That's right, folks. I'm officially an internationally recognized journalist. Thank you, impressive-looking camera.
Sunday, September 13, 2009
Beat It.
Outside my apartment window, there are currently 50 middle-aged Chinese women line dancing to Michael Jackson's Beat It.
This fact deserves its own blog post.
This fact deserves its own blog post.
Friday, September 4, 2009
Chengde, Week 1
Dogs start barking at 6 a.m., but it’s only a minor nuisance. I’ve been up for an hour anyway, ever since some jerk laid on the horn for a full sixty seconds at 5 a.m. Why? Still, I stay in bed until 7. Cereal is the primary reason I get out of bed on any given day, and I don’t have any here. “Milk” comes in bags or juice boxes that aren’t refrigerated. What?

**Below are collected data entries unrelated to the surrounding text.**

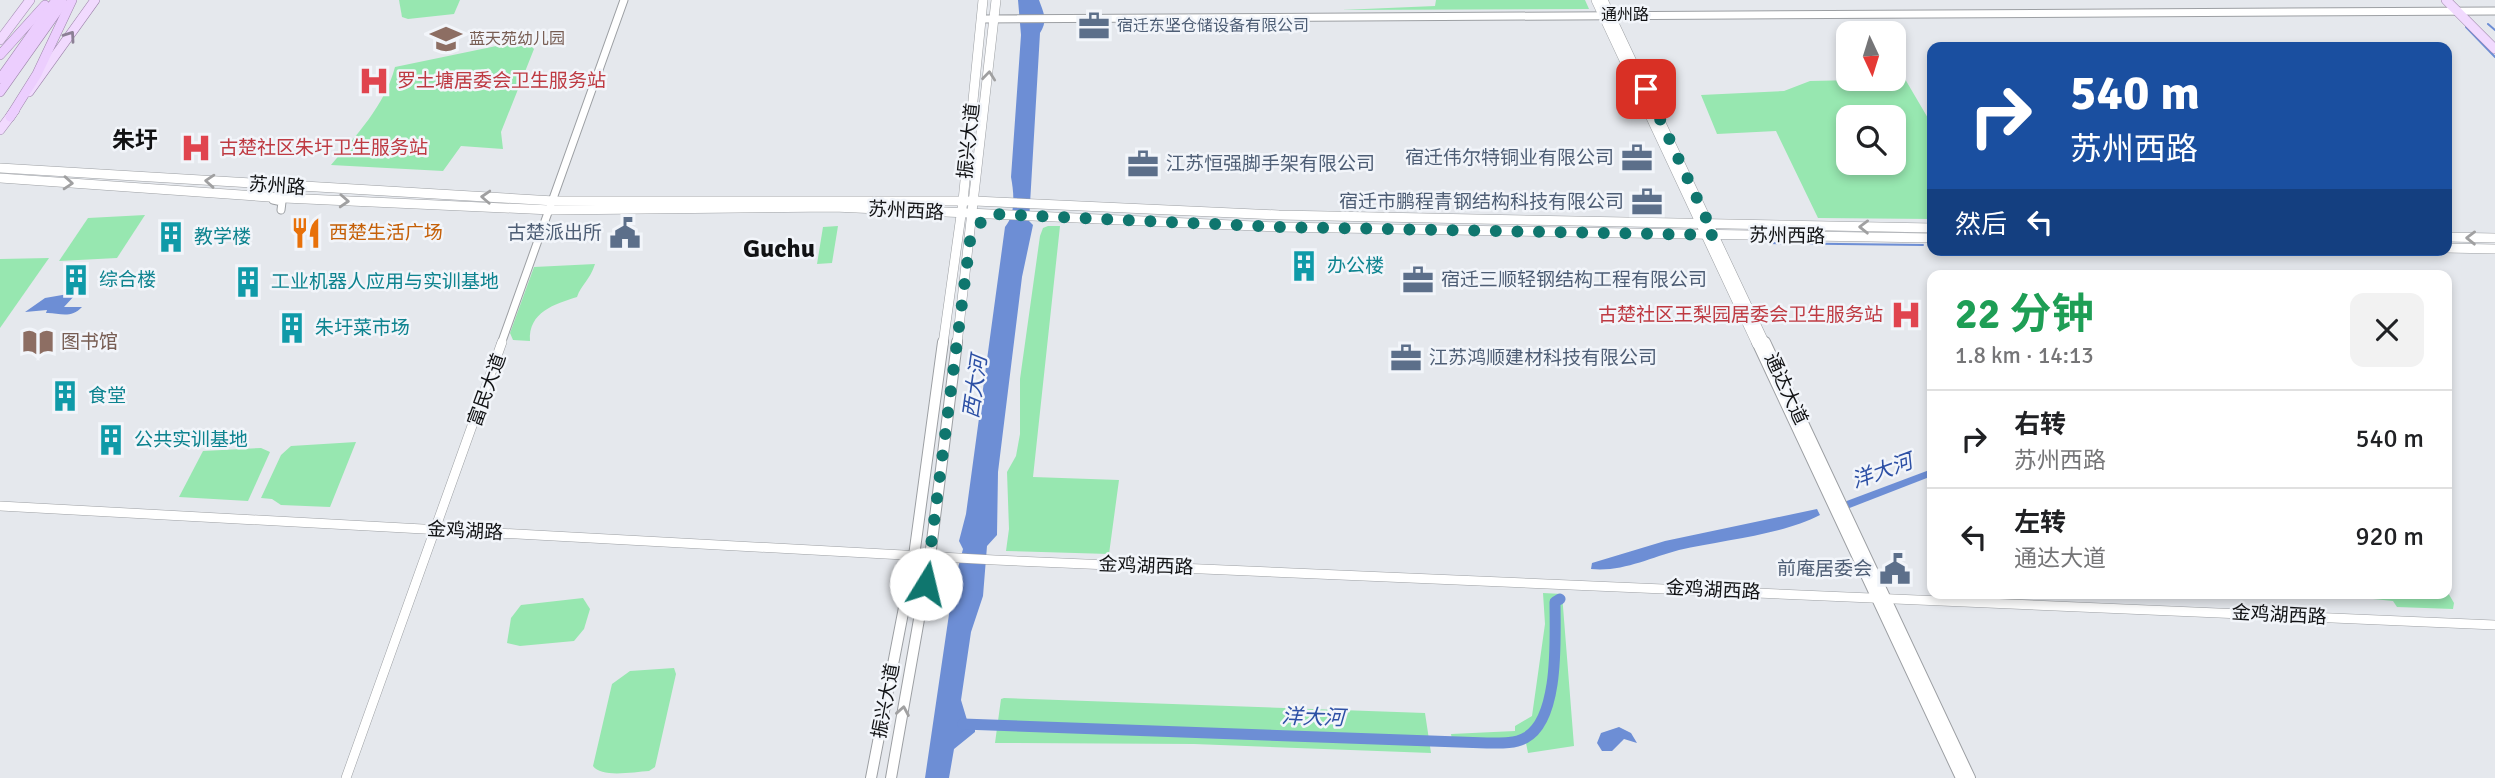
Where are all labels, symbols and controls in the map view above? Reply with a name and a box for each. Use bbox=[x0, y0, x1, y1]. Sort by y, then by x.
street label: 通州路 bbox=[1601, 5, 1649, 25]
office icon: 宿迁东坚仓储设备有限公司 bbox=[1077, 9, 1111, 43]
place label: 宿迁东坚仓储设备有限公司 bbox=[1117, 16, 1309, 36]
north arrow bbox=[1836, 21, 1906, 91]
map controls bbox=[1836, 21, 1906, 175]
school or university icon: 蓝天苑幼儿园 bbox=[429, 22, 463, 56]
place label: 蓝天苑幼儿园 bbox=[469, 29, 565, 49]
one-way arrow bbox=[62, 31, 74, 44]
pin bbox=[1616, 59, 1676, 119]
text: 540 m bbox=[2070, 63, 2200, 123]
hospital icon: 罗土塘居委会卫生服务站 bbox=[357, 64, 391, 98]
place label: 罗土塘居委会卫生服务站 bbox=[397, 69, 606, 93]
one-way arrow bbox=[981, 70, 996, 81]
icon: arrive bbox=[1627, 70, 1665, 108]
icon: right bbox=[1955, 70, 2046, 161]
street label: 振兴大道 bbox=[953, 102, 985, 180]
button: search bbox=[1836, 105, 1906, 175]
district label: 朱圩 bbox=[112, 126, 158, 155]
text: 苏州西路 bbox=[2070, 130, 2198, 169]
hospital icon: 古楚社区朱圩卫生服务站 bbox=[179, 131, 213, 165]
place label: 古楚社区朱圩卫生服务站 bbox=[219, 136, 428, 160]
office icon: 宿迁伟尔特铜业有限公司 bbox=[1620, 141, 1654, 175]
place label: 宿迁伟尔特铜业有限公司 bbox=[1405, 146, 1614, 170]
office icon: 江苏恒强脚手架有限公司 bbox=[1126, 147, 1160, 181]
place label: 江苏恒强脚手架有限公司 bbox=[1166, 152, 1375, 176]
street label: 苏州路 bbox=[248, 172, 306, 200]
one-way arrow bbox=[204, 174, 215, 189]
one-way arrow bbox=[63, 175, 74, 190]
office icon: 宿迁市鹏程青钢结构科技有限公司 bbox=[1630, 185, 1664, 219]
one-way arrow bbox=[480, 190, 491, 205]
place label: 宿迁市鹏程青钢结构科技有限公司 bbox=[1339, 190, 1624, 214]
one-way arrow bbox=[339, 193, 350, 208]
street label: 苏州西路 bbox=[867, 197, 945, 225]
icon: left bbox=[2021, 203, 2059, 241]
text: 然后 bbox=[1955, 209, 2007, 241]
restaurant icon: 西楚生活广场 bbox=[289, 216, 323, 250]
public building icon: 古楚派出所 bbox=[608, 216, 642, 250]
one-way arrow bbox=[1858, 219, 1869, 235]
building icon: 教学楼 bbox=[154, 220, 188, 254]
place label: 西楚生活广场 bbox=[329, 221, 443, 245]
place label: 古楚派出所 bbox=[507, 221, 602, 245]
street label: 苏州西路 bbox=[1749, 223, 1825, 249]
place label: 教学楼 bbox=[194, 225, 251, 249]
one-way arrow bbox=[2465, 230, 2476, 246]
district label: Guchu bbox=[743, 233, 815, 265]
building icon: 办公楼 bbox=[1287, 249, 1321, 283]
place label: 办公楼 bbox=[1327, 254, 1384, 278]
building icon: 综合楼 bbox=[59, 263, 93, 297]
office icon: 宿迁三顺轻钢结构工程有限公司 bbox=[1401, 263, 1435, 297]
building icon: 工业机器人应用与实训基地 bbox=[231, 265, 265, 299]
place label: 综合楼 bbox=[99, 268, 156, 292]
place label: 宿迁三顺轻钢结构工程有限公司 bbox=[1441, 268, 1707, 292]
place label: 工业机器人应用与实训基地 bbox=[271, 270, 499, 294]
text: 22 分钟 bbox=[1955, 289, 2094, 340]
button: close bbox=[2350, 293, 2424, 367]
hospital icon: 古楚社区王梨园居委会卫生服务站 bbox=[1889, 298, 1923, 332]
place label: 古楚社区王梨园居委会卫生服务站 bbox=[1598, 303, 1883, 327]
building icon: 朱圩菜市场 bbox=[275, 311, 309, 345]
place label: 朱圩菜市场 bbox=[315, 316, 410, 340]
library icon: 图书馆 bbox=[21, 325, 55, 359]
place label: 图书馆 bbox=[61, 330, 118, 354]
office icon: 江苏鸿顺建材科技有限公司 bbox=[1389, 341, 1423, 375]
text: 1.8 km · 14:13 bbox=[1955, 341, 2094, 370]
place label: 江苏鸿顺建材科技有限公司 bbox=[1429, 346, 1657, 370]
street label: 通达大道 bbox=[1759, 349, 1813, 429]
street label: 富民大道 bbox=[463, 350, 511, 430]
water label: 西大河 bbox=[958, 350, 993, 420]
building icon: 食堂 bbox=[48, 379, 82, 413]
place label: 食堂 bbox=[88, 384, 126, 408]
text: 右转 bbox=[2014, 409, 2066, 441]
icon: right bbox=[1955, 420, 1993, 458]
building icon: 公共实训基地 bbox=[94, 423, 128, 457]
text: 540 m bbox=[2355, 423, 2424, 455]
place label: 公共实训基地 bbox=[134, 428, 248, 452]
text: 苏州西路 bbox=[2014, 446, 2106, 475]
water label: 洋大河 bbox=[1848, 447, 1920, 494]
text: 左转 bbox=[2014, 507, 2066, 539]
street label: 金鸡湖路 bbox=[426, 517, 504, 545]
icon: left bbox=[1955, 518, 1993, 556]
text: 920 m bbox=[2355, 521, 2424, 553]
text: 通达大道 bbox=[2014, 544, 2106, 573]
position arrow bbox=[889, 547, 963, 621]
street label: 金鸡湖西路 bbox=[1098, 552, 1194, 580]
public building icon: 前庵居委会 bbox=[1878, 552, 1912, 586]
place label: 前庵居委会 bbox=[1777, 557, 1872, 581]
street label: 金鸡湖西路 bbox=[1665, 576, 1761, 604]
street label: 金鸡湖西路 bbox=[2231, 601, 2327, 629]
street label: 振兴大道 bbox=[867, 661, 905, 741]
water label: 洋大河 bbox=[1281, 703, 1349, 731]
one-way arrow bbox=[895, 705, 910, 717]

Outside, a girl sprints out of her family’s apartment, pops a squat, pulls up her pants and runs away. Moments later, a neighbor jogs out to retrieve his mail. In his haste, he drops a piece in the fresh urine. “It’s just ions,” Jason tells me, repeatedly, every time I see someone pee in the street. It’s just ions. Thankfully, the man doesn’t go back to pick up his ion-drenched mail.
We catch the number 10 to campus, and settle in for 30-50 minutes of bliss. There’s only one road to the university, and right now it isn’t a road. My anthropological/sociological education begs me to be culturally sensitive. But I know the American term for this road. “Mess.” I have a student whose chosen English name is Messy. I wonder if she knows.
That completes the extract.